Photo by Carmen Pinckney.

The following is from an article in the April 1969 Sandlapper Magazine by Charles E. Thomas, “The Picturesque Ruins of Old Sheldon Church”. “The official South Carolina report on the ‘Destruction of Churches and Church Property,’ after the War Between the States, described Sheldon’s second burning: All that was combustible was consumed…, its massive walls survive the last as they did the former conflagration, Bishop Thomas wrote, Exactly as it happened a hundred years before in 1779, when General Prevost, marching from Savannah into South Carolina burned the Church, so now in February 1865, General Sherman marching from Georgia into South Carolina, burned it a second time.”

However, another account found more recently states that the church was not burnt at all.

Old Sheldon Church Ruins
Old Sheldon Church interior photo by Carmen Pinckney.

In a letter dated February 3, 1866, Beaufort’s Milton Leverett wrote, “Sheldon Church not burnt. Just torn up in the inside but can be repaired.” The inside of the church was apparently gutted to reuse materials in rebuilding the area homes that were burnt by Sherman’s army. Today the Old Sheldon Church Ruins are protected by fencing to ensure their protection. Visitors can meander all around the structure while maintaining a safe distance from the ancient walls.

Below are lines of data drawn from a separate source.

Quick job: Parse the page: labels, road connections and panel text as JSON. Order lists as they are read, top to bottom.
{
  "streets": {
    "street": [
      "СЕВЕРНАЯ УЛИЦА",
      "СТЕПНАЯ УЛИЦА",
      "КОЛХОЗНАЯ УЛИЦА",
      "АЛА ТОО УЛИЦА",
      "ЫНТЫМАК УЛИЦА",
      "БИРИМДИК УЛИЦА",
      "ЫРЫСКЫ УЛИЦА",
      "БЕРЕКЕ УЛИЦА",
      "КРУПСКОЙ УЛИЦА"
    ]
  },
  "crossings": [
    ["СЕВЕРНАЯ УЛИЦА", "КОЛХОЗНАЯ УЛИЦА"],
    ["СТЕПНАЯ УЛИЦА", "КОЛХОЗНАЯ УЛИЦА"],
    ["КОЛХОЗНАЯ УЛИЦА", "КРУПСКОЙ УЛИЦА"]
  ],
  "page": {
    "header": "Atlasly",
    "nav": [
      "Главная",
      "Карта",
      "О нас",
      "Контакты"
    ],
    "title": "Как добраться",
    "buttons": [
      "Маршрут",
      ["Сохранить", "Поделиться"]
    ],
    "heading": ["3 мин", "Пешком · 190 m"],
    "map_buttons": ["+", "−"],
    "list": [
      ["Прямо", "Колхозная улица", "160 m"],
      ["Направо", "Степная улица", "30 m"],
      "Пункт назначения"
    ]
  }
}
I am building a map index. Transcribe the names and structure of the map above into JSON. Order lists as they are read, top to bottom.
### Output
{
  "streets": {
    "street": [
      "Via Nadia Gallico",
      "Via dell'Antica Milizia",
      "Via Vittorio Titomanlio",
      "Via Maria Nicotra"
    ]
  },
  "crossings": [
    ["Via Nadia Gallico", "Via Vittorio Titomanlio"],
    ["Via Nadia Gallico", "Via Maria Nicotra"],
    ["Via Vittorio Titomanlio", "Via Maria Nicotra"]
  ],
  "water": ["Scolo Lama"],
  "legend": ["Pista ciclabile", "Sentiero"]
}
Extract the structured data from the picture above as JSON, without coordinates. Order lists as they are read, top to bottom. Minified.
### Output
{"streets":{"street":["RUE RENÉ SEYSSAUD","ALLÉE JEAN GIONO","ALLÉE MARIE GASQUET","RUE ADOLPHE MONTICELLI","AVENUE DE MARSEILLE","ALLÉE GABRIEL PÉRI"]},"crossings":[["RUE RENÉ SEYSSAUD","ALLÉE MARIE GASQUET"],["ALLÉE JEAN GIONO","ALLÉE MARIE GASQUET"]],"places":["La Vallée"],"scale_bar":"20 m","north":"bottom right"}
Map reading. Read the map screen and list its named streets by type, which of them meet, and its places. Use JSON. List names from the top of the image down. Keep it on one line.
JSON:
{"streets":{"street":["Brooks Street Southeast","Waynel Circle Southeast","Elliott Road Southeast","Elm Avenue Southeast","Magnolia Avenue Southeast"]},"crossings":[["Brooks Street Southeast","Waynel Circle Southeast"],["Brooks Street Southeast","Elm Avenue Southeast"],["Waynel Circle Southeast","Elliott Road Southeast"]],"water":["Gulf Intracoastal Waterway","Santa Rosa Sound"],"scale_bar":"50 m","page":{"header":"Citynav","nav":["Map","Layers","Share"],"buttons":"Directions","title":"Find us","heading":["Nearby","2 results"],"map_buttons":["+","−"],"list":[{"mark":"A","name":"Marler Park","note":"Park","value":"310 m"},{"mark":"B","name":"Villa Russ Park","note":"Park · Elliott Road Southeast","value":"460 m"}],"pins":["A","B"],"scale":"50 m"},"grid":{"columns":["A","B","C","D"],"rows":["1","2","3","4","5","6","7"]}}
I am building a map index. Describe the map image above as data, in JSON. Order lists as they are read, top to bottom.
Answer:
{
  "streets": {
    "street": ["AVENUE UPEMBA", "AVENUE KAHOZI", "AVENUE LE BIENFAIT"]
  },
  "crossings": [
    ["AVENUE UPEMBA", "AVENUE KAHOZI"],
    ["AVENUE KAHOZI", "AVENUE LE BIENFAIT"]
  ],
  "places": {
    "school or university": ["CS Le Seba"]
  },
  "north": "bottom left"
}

After visiting the ruins, continue up Old Sheldon Church Road and head into Yemassee.  Cross the railroad tracks and keep left. Cross Hwy 17A and turn left onto Hwy 68. Head out of town and to the other side of I-95. Take a left at Davidson Tower Road and another left at the end onto Pocotaligo Road. Travel about two miles to find two more hidden gems.                       

Sheldon Chapel Episcopal
Sheldon Chapel Episcopal photo by Carmen Pinckney.

Sheldon Chapel Episcopal, formerly of Prince William Parish sits proudly on the left at 25481 Pocotaligo Road. Dated to 1745, the church was dismantled and used to build bridges by Gen. Sherman during the Civil War then rebuilt in 1898.

Stoney Creek Chapel
Forrest Gump’s Stoney Creek Chapel
photo by Carmen Pinckney.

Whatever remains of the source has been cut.